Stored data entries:
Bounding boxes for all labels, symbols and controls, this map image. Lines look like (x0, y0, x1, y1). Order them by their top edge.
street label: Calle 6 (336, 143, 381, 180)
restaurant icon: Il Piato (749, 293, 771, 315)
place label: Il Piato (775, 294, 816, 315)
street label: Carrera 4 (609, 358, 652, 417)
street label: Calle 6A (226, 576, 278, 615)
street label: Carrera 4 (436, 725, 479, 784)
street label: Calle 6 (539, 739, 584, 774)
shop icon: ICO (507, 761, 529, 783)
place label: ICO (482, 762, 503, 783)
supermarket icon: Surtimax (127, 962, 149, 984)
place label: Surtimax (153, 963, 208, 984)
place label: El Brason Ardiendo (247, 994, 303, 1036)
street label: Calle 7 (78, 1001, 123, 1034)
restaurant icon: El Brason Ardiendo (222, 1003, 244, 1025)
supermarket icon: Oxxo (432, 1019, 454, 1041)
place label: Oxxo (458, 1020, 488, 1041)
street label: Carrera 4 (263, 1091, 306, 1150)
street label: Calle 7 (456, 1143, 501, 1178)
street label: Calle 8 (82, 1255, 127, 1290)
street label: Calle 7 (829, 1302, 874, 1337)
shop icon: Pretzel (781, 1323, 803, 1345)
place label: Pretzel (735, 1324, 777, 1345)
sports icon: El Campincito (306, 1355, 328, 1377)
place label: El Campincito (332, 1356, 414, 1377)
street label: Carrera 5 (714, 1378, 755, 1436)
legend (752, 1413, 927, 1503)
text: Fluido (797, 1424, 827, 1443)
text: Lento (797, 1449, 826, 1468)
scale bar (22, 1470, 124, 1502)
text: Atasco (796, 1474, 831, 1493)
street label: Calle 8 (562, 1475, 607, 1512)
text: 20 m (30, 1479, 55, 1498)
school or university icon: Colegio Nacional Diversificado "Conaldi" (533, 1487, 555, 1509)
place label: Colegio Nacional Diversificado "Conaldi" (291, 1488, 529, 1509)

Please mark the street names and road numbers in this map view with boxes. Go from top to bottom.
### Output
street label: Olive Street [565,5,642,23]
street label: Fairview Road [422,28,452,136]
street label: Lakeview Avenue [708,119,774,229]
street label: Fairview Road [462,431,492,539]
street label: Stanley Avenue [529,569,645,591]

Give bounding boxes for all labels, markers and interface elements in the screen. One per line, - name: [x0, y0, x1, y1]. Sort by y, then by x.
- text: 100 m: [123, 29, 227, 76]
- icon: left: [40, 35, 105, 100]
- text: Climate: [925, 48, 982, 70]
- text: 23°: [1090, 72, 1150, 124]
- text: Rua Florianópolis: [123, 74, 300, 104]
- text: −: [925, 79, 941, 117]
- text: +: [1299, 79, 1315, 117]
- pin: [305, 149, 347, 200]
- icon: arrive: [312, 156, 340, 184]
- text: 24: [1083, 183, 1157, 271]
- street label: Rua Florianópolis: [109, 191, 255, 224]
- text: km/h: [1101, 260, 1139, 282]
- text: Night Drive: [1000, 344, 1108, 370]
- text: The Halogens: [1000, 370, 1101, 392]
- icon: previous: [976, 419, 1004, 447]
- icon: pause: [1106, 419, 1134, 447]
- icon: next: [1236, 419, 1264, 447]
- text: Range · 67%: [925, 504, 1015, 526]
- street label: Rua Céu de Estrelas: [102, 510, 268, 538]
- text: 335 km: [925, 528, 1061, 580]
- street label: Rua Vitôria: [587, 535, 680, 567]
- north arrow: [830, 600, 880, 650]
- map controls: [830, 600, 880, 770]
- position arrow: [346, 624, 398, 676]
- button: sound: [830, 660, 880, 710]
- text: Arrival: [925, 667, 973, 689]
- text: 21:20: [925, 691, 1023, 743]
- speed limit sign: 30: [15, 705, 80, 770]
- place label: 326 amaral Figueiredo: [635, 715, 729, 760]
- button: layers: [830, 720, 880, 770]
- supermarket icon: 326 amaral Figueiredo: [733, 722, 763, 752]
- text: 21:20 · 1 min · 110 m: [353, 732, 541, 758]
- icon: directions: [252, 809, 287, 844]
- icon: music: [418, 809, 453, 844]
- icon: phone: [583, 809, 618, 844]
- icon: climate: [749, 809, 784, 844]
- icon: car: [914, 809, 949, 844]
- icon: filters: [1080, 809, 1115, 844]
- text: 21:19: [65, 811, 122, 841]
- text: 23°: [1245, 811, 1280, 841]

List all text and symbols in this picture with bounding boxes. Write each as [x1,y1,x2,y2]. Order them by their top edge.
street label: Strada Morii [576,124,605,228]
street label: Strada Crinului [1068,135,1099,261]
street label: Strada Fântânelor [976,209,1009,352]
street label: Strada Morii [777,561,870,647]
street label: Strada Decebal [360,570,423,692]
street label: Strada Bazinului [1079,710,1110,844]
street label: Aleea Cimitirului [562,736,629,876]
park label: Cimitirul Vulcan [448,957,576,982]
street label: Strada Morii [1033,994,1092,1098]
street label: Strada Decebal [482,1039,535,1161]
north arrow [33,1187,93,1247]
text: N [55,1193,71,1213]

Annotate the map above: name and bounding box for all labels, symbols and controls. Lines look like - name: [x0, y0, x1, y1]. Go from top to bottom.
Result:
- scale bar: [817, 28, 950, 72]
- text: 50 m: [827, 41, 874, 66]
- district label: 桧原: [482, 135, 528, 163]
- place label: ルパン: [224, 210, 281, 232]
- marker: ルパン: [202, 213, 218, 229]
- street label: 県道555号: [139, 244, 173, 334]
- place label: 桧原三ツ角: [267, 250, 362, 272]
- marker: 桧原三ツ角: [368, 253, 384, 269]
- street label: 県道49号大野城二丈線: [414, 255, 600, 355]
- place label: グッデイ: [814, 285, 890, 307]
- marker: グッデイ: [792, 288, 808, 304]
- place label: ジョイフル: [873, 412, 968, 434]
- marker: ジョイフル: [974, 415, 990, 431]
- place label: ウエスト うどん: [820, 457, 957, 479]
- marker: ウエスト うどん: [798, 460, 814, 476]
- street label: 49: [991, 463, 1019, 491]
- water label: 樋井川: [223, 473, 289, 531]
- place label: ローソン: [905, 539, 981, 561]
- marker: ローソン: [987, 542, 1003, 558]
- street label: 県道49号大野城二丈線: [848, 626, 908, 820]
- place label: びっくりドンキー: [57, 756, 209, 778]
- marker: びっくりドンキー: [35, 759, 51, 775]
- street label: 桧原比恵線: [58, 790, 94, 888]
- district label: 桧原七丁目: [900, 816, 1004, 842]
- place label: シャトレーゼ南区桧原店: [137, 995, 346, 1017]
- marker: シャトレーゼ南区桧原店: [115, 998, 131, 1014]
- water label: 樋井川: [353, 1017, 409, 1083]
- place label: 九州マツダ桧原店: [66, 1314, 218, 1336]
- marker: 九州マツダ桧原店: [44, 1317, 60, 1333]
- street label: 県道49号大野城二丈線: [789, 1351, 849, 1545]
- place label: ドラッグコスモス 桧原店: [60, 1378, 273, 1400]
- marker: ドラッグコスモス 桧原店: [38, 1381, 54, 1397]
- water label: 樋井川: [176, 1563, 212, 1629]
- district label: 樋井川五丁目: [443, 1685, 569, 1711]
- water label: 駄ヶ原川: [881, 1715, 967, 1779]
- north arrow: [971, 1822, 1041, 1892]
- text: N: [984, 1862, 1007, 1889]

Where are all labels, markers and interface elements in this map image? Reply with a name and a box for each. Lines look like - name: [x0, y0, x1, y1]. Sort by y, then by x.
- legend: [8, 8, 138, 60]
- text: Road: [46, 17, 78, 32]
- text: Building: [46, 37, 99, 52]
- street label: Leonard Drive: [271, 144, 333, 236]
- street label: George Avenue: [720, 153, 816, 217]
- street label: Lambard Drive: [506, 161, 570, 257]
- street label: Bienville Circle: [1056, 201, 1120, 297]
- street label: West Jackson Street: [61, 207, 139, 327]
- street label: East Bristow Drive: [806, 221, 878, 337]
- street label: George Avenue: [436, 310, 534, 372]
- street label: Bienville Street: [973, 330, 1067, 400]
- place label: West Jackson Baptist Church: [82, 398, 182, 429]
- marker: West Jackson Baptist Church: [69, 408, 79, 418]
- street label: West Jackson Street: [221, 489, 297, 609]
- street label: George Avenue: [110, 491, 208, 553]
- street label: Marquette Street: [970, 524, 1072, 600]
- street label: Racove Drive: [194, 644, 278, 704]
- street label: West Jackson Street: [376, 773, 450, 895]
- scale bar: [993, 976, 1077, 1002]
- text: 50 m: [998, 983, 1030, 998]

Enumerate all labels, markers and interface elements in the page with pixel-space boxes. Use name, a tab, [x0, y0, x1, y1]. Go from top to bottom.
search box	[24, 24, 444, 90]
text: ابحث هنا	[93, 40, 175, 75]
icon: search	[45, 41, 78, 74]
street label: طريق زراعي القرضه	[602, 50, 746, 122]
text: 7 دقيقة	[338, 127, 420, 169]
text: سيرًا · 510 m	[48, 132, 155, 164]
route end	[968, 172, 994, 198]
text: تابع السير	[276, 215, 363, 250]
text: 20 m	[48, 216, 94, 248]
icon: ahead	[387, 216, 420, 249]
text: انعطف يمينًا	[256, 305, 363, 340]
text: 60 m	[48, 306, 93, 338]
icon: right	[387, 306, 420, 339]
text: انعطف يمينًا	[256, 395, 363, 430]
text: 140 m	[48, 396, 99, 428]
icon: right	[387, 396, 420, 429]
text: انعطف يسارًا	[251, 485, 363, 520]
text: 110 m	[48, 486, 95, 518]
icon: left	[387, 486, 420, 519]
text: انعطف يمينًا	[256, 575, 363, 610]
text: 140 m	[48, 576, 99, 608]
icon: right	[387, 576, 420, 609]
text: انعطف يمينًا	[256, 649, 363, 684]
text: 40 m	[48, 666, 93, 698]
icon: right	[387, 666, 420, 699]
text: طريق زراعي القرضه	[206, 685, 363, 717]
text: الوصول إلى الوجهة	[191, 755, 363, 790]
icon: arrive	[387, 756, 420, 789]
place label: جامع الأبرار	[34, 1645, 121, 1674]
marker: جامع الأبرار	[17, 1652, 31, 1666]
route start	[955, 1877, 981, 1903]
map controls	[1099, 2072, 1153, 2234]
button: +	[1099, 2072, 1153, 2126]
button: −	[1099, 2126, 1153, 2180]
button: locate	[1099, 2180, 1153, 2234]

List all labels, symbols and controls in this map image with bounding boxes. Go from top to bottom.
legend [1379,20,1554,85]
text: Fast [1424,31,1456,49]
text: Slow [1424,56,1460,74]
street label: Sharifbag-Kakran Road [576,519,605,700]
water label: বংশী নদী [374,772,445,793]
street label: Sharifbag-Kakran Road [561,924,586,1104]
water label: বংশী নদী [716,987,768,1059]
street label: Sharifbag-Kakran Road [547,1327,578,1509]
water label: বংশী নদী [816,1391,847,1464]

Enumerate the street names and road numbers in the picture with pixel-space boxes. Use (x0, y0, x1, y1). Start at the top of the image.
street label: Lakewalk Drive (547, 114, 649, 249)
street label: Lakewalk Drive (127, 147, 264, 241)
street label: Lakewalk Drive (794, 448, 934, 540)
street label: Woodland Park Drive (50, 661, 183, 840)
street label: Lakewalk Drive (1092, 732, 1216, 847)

Work instructions:
The answer must be every line of the data that holds the word "Piato".

Solution for this exercise:
restaurant icon: Il Piato (749, 293, 771, 315)
place label: Il Piato (775, 294, 816, 315)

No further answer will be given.